_DATA SHOWN_:

- - - -

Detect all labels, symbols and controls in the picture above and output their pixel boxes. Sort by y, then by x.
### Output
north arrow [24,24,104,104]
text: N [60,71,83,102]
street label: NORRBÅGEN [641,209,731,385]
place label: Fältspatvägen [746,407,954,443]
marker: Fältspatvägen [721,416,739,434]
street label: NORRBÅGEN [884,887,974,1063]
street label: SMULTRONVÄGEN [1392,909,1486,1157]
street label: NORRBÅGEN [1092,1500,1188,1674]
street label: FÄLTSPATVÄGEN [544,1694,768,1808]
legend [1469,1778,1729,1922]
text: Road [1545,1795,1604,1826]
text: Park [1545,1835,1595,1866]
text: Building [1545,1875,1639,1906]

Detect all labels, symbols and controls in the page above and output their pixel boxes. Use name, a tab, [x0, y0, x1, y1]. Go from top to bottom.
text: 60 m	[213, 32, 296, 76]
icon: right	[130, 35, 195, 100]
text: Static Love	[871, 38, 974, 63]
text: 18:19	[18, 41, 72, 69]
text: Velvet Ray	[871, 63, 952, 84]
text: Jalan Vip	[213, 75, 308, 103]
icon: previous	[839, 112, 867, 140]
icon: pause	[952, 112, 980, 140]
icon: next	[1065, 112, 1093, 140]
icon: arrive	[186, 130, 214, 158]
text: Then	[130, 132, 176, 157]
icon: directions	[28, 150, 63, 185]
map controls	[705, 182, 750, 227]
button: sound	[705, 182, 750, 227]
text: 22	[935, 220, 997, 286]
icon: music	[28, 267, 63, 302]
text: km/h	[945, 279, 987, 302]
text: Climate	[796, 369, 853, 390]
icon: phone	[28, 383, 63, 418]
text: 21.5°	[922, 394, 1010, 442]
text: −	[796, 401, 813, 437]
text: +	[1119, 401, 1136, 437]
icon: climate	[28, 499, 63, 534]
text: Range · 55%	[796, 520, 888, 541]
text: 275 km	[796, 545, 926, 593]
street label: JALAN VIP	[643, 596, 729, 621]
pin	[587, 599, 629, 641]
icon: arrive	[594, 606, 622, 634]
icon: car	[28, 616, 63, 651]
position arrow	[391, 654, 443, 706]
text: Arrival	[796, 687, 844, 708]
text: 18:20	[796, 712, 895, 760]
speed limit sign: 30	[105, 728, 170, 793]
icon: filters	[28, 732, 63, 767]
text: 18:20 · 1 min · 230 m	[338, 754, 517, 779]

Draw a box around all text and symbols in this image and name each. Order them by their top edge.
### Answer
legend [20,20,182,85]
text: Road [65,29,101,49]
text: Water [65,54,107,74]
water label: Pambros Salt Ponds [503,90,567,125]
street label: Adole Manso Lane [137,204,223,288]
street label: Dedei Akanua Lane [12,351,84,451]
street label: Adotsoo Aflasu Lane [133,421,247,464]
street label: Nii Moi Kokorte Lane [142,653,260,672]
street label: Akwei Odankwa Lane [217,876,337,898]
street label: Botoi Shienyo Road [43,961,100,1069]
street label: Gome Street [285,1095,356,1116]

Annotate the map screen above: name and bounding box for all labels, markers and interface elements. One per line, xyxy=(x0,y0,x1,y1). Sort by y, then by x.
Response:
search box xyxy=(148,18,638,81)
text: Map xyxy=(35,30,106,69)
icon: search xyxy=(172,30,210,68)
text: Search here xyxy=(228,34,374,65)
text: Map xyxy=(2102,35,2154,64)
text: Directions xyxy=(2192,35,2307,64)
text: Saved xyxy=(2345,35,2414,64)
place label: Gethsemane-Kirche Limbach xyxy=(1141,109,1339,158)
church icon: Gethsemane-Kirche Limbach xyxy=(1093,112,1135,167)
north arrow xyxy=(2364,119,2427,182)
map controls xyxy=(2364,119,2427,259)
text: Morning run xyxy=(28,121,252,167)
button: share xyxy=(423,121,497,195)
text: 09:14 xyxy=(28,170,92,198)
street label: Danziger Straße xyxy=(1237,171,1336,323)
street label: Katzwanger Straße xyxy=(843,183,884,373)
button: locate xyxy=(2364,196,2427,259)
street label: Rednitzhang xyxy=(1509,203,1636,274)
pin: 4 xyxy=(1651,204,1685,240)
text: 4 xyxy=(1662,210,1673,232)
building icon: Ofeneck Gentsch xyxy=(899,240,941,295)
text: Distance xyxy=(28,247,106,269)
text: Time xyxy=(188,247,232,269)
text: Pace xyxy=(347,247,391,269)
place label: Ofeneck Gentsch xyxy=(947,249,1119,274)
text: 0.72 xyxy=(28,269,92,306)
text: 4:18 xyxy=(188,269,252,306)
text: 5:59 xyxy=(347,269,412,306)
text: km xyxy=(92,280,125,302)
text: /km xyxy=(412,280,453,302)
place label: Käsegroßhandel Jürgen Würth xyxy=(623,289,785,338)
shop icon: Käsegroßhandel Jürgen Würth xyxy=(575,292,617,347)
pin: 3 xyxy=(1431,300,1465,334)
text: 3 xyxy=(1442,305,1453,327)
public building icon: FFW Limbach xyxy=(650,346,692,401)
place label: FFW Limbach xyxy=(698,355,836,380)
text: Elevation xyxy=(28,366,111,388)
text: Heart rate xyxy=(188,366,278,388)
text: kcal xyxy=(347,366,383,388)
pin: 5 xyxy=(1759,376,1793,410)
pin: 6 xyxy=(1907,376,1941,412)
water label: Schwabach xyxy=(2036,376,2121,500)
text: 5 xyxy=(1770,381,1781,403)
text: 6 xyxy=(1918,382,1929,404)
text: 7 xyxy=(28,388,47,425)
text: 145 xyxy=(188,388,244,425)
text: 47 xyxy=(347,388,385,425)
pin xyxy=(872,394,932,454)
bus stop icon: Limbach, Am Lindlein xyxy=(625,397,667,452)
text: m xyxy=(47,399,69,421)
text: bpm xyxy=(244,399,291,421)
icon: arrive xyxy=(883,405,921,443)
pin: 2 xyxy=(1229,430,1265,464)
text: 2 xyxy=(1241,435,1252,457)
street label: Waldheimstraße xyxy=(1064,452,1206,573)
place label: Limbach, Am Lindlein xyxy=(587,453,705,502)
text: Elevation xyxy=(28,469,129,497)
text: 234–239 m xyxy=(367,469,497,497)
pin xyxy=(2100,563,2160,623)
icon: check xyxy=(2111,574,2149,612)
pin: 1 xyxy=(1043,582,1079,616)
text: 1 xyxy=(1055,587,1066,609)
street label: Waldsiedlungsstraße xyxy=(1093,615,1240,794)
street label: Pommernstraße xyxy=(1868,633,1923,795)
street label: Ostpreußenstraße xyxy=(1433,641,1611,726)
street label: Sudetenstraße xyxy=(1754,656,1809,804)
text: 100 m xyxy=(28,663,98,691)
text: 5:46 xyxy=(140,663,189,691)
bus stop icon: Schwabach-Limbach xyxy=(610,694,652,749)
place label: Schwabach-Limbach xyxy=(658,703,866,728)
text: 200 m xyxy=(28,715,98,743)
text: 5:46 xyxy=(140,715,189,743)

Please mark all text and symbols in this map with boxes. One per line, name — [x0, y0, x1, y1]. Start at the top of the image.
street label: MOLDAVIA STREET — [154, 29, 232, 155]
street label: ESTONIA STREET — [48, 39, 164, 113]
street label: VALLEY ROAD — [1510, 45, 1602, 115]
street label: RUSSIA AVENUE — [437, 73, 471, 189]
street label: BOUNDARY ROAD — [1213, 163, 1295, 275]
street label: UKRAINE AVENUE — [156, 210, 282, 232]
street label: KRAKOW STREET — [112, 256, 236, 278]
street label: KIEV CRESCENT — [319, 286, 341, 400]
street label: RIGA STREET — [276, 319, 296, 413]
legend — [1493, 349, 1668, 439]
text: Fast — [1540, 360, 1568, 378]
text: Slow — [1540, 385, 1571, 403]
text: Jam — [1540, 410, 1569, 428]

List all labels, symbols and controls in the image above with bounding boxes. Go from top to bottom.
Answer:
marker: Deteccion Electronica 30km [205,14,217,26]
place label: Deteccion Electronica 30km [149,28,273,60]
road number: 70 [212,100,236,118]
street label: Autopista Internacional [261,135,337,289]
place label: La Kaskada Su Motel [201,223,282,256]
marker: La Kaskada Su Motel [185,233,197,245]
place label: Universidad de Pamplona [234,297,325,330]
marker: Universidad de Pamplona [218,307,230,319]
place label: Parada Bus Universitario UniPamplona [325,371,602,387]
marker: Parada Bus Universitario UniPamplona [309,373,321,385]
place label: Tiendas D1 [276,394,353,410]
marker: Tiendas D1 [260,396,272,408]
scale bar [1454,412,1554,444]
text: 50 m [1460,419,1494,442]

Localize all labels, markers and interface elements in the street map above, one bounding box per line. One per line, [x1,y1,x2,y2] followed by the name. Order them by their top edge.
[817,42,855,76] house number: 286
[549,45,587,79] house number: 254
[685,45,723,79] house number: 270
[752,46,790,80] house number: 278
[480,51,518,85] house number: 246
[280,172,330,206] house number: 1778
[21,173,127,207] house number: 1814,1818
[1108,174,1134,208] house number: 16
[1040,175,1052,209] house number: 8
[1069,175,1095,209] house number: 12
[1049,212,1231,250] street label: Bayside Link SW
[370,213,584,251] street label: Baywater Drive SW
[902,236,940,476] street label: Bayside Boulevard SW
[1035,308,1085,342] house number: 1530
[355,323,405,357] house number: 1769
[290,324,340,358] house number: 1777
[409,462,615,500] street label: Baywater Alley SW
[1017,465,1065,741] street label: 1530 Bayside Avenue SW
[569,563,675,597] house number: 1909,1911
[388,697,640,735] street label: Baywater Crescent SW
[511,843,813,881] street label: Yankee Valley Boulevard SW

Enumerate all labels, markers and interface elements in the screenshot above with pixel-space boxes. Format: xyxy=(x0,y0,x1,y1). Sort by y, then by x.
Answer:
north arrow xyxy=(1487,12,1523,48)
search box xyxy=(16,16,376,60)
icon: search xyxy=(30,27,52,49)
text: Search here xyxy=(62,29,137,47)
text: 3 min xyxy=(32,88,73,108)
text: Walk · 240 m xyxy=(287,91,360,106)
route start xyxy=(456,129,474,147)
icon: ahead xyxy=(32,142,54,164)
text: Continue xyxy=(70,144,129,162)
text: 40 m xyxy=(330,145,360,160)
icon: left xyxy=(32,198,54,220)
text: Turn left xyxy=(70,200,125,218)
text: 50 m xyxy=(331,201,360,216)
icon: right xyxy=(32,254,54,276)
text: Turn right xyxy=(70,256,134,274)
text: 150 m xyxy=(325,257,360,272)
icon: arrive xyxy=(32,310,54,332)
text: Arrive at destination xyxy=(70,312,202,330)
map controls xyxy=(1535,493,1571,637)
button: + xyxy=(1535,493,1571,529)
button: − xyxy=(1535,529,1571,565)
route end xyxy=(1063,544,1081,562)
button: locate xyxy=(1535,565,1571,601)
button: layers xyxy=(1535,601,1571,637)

- - - -

Pick from the records each line that contains the word "labels" and show it.

_WORKED SOLUTION_:
Detect all labels, symbols and controls in the picture above and output their pixel boxes. Sort by y, then by x.
Detect all labels, symbols and controls in the page above and output their pixel boxes. Use name, a tab, [x0, y0, x1, y1]. Go from top to bottom.
Annotate the map screen above: name and bounding box for all labels, markers and interface elements. One per line, xyxy=(x0,y0,x1,y1). Sort by y, then by x.
List all labels, symbols and controls in the image above with bounding boxes. Go from top to bottom.
Localize all labels, markers and interface elements in the street map above, one bounding box per line. One per line, [x1,y1,x2,y2] followed by the name. Order them by their top edge.
Enumerate all labels, markers and interface elements in the screenshot above with pixel-space boxes. Format: xyxy=(x0,y0,x1,y1). Sort by y, then by x.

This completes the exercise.